08 November 2011

Quel che fa la differenza...


"Abbiamo il capodoglio".
Sento la voce compiaciuta di Sabina mentre guardo il mare con il binocolo, mi giro e vedo la sua espressione soddisfatta, mentre mi sembra di leggere una scritta scorrevole sulla sua fronte che dice "eh eh, sorpreso, vero?
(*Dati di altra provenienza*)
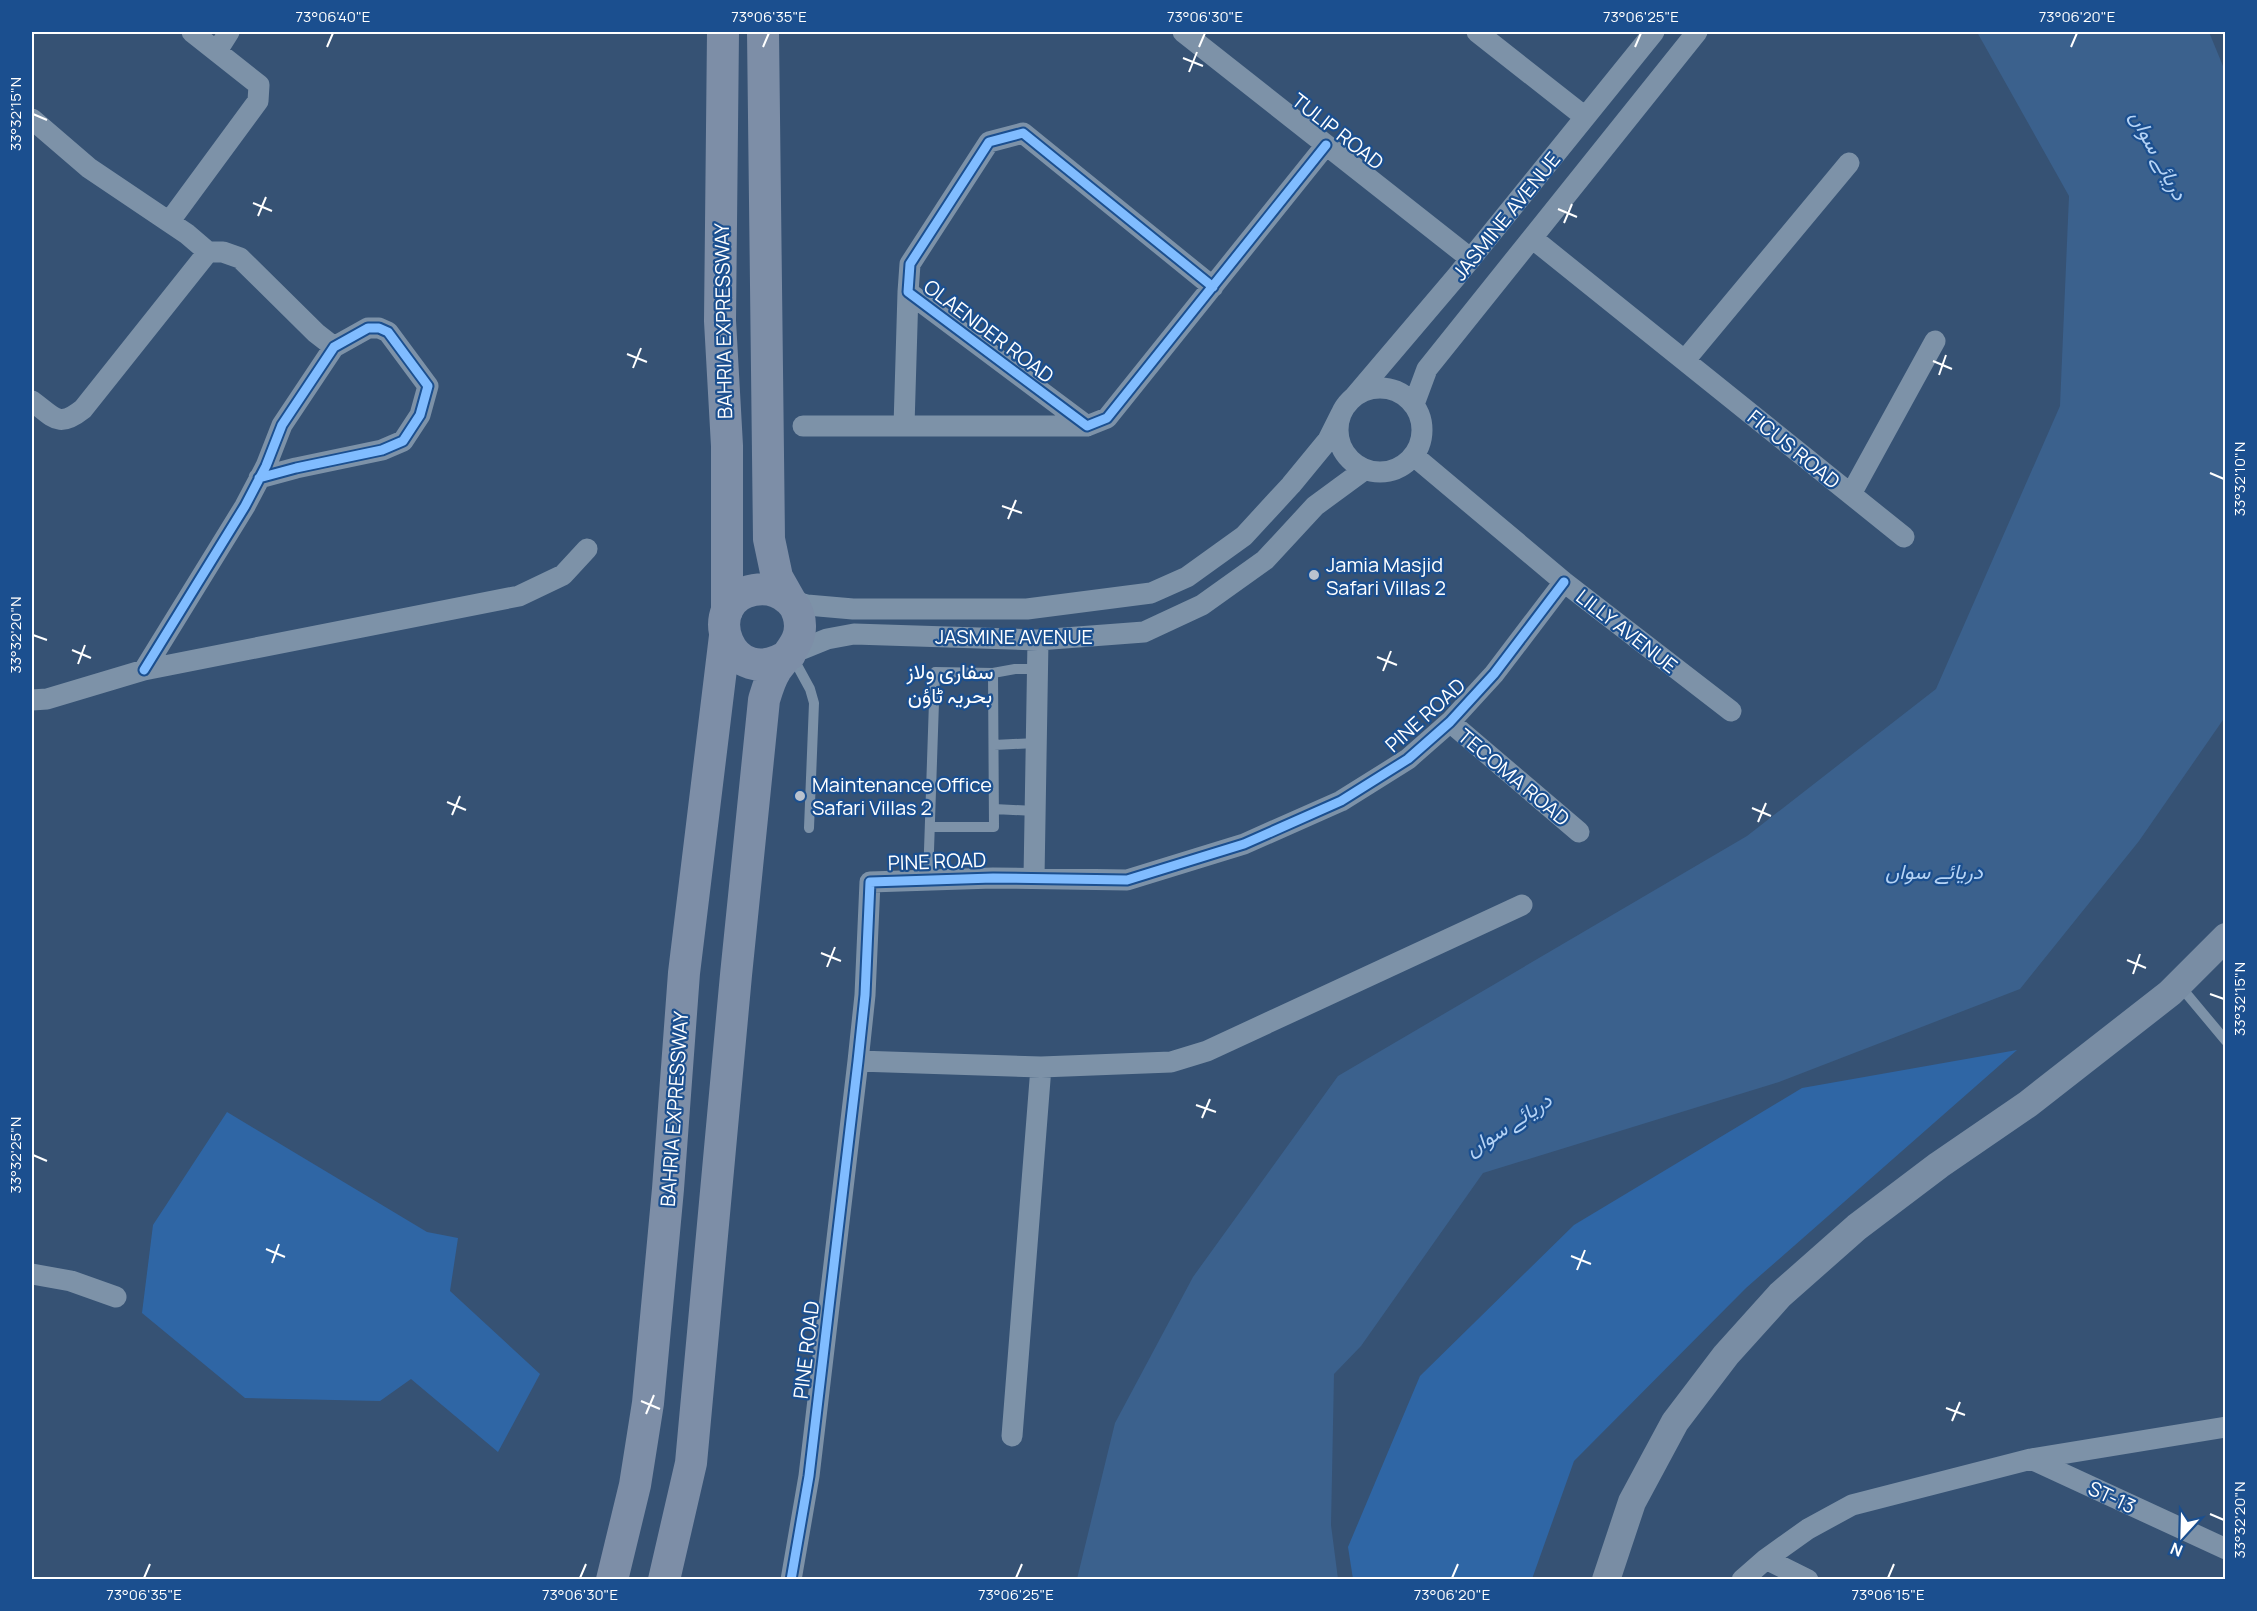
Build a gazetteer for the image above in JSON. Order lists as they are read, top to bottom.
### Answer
{
  "streets": {
    "main road": ["BAHRIA EXPRESSWAY"],
    "street": [
      "TULIP ROAD",
      "JASMINE AVENUE",
      "OLAENDER ROAD",
      "FICUS ROAD",
      "LILLY AVENUE",
      "PINE ROAD",
      "TECOMA ROAD",
      "ST-13"
    ]
  },
  "crossings": [
    ["TULIP ROAD", "JASMINE AVENUE"],
    ["JASMINE AVENUE", "BAHRIA EXPRESSWAY"],
    ["JASMINE AVENUE", "FICUS ROAD"],
    ["JASMINE AVENUE", "LILLY AVENUE"],
    ["LILLY AVENUE", "PINE ROAD"],
    ["PINE ROAD", "TECOMA ROAD"]
  ],
  "districts": ["سفاری ولاز بحریہ ٹاؤن"],
  "water": ["دریائے سواں"],
  "places": ["Jamia Masjid Safari Villas 2", "Maintenance Office Safari Villas 2"],
  "north": "bottom",
  "coordinates": [
    "73°06'40\"E",
    "73°06'35\"E",
    "73°06'30\"E",
    "73°06'25\"E",
    "73°06'20\"E",
    "33°32'15\"N",
    "33°32'10\"N",
    "33°32'20\"N",
    "33°32'25\"N",
    "73°06'15\"E"
  ]
}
Io lo so già per certo, tra poco lo vedremo".
Me lo aveva spiegato: loro hanno l'idrofono, l'idrofono fa la differenza.
È un lungo tubo di plastica come quello per annaffiare il giardino (almeno, questo è l'aspetto) che però ha dentro una lunga reticella arancione e altri corpi sensibili; è attaccato a un cavo lungo duecento metri ed è trascinato in acqua, a poppa.
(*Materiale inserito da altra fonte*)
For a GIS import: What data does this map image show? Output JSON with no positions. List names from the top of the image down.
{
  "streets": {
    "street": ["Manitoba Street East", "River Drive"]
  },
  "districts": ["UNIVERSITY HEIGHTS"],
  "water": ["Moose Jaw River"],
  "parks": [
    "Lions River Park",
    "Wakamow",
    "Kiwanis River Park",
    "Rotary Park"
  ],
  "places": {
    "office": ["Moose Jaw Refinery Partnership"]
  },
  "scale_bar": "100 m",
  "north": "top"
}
Mi hanno mostrato sui monitor, nel caldo e piccolissimo ufficio informatico, quello che l'idrofono racconta, ed è una meraviglia della ragione.
In breve, il capodoglio annuncia la sua presenza con suoni vari, i più caratteristici dei quali sono i "clicks". Alle orecchie delle ricercatrici questi suoni raccontano un sacco di cose su quello che sta facendo il mirabile organismo e su quanto è lontano.
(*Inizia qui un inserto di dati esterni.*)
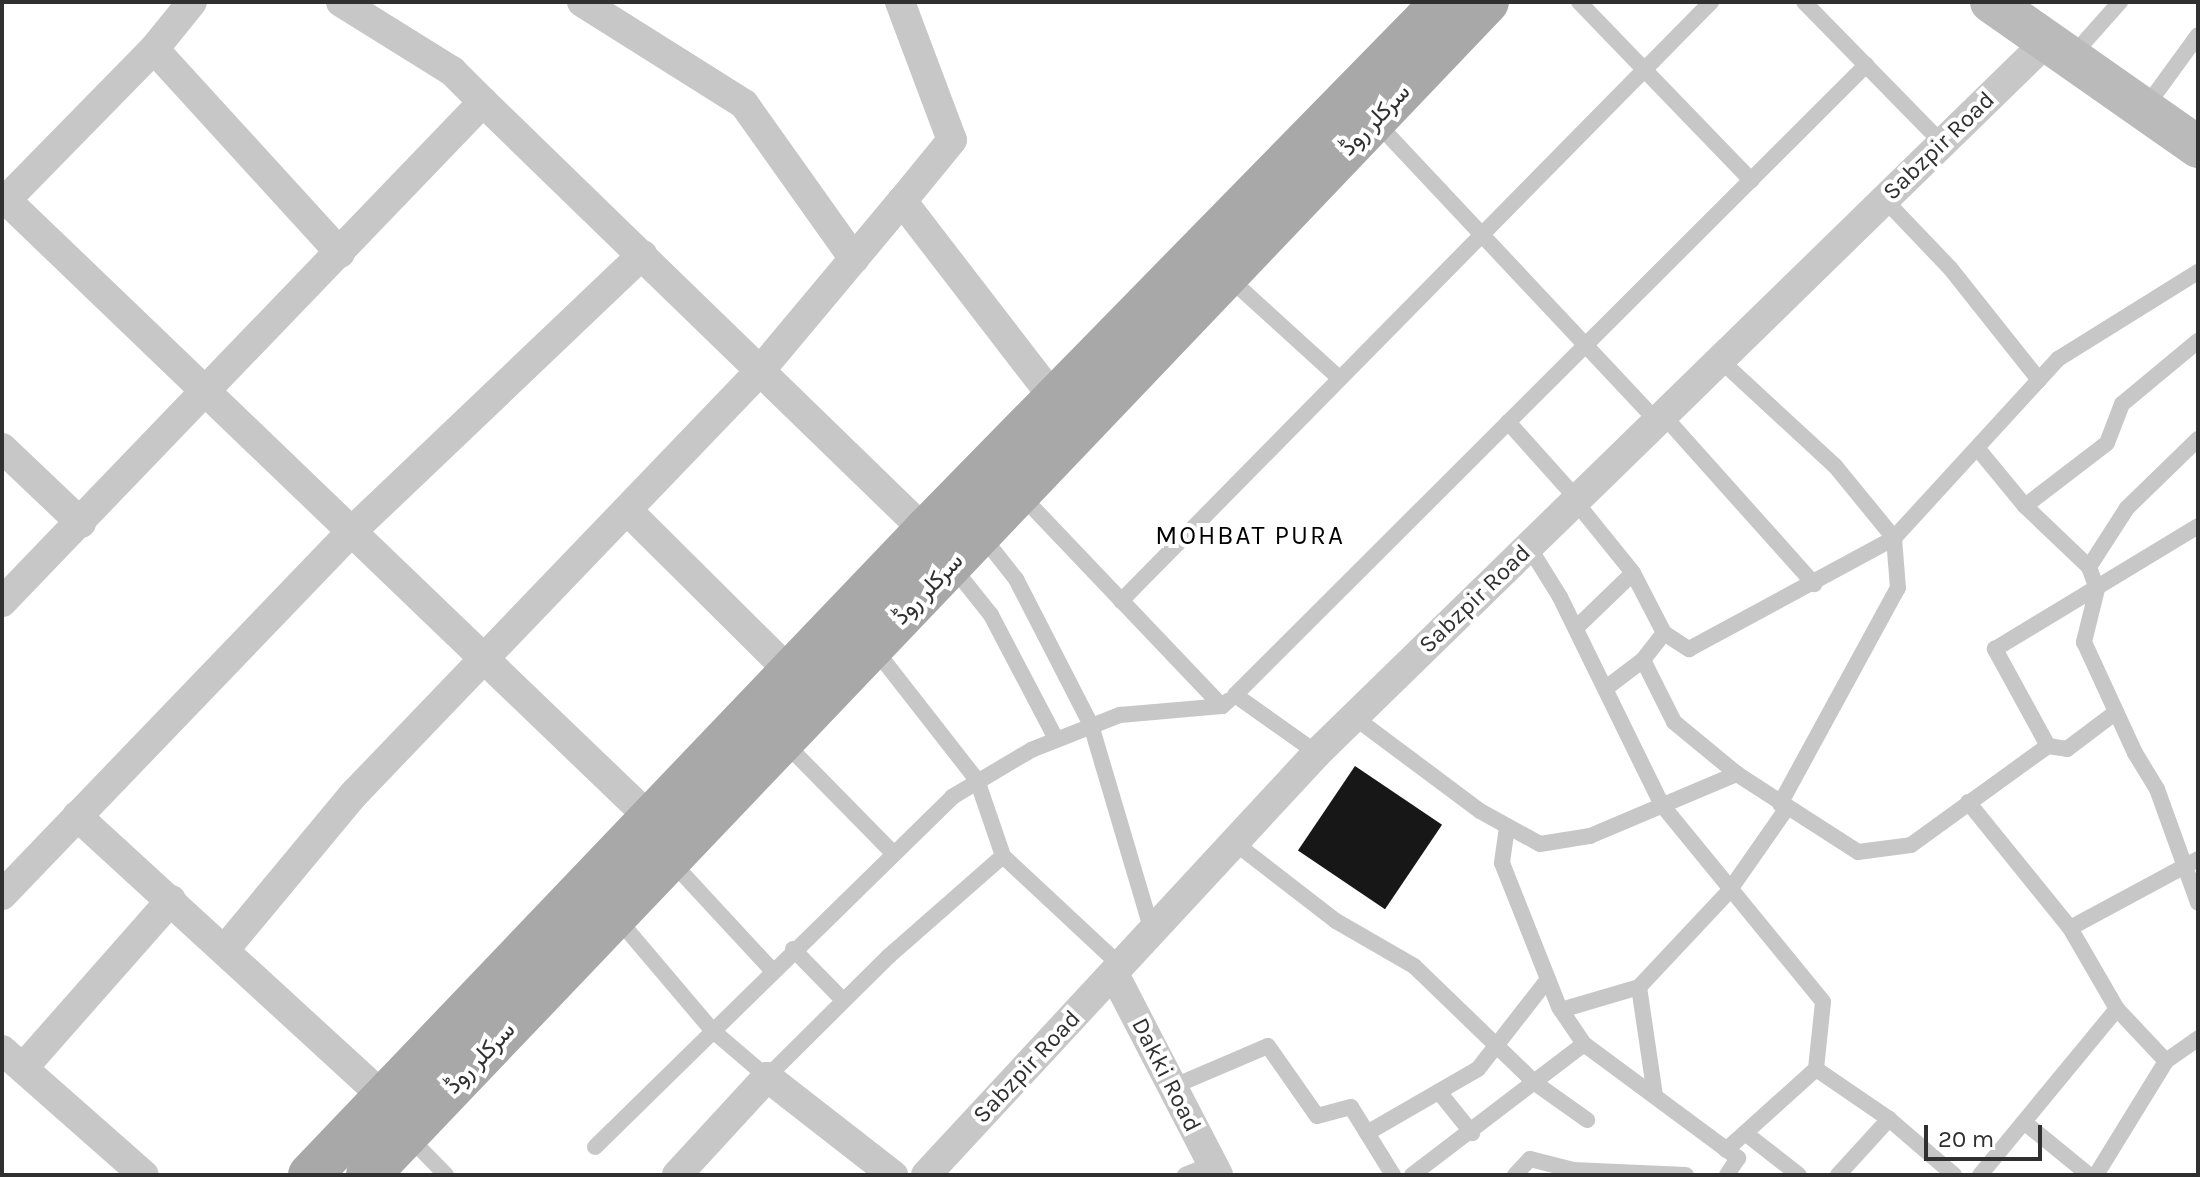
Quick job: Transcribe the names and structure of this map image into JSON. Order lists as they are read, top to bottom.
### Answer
{
  "streets": {
    "main road": ["سرکلر روڈ"],
    "street": ["Sabzpir Road", "Dakki Road"]
  },
  "crossings": [
    ["Sabzpir Road", "Dakki Road"]
  ],
  "districts": ["MOHBAT PURA"],
  "scale_bar": "20 m"
}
Ma quello che più mi ha colpito è quel che succede quando, dopo una lunga sequenza con variazioni, le Tetidi annunciano "Coda! ha fatto coda!" e sfrecciano per la barca inseguendo compiti precisi.
"Coda" è una sequenza precisa di clicks, per loro ben riconoscibile: è come se il capodoglio dicesse (probabilmente lo dice ai compagni) "Bene, io salgo".
Ora siamo chiamati a scrutare una fetta di mare, perché si sa che lui sta arrivando, emergerà in pochi minuti ma non si sa dove sbucherà.
Ecco, tutti sono pronti e silenziosi, e sperano - io lo speravo - di essere il primo ad avvistarlo. Minuti, lunghi sospesi minuti, silenzio assoluto. Minuti che segnano, evidentemente: ci ripenso spesso, sorpreso della persistenza e della intensità del ricordo.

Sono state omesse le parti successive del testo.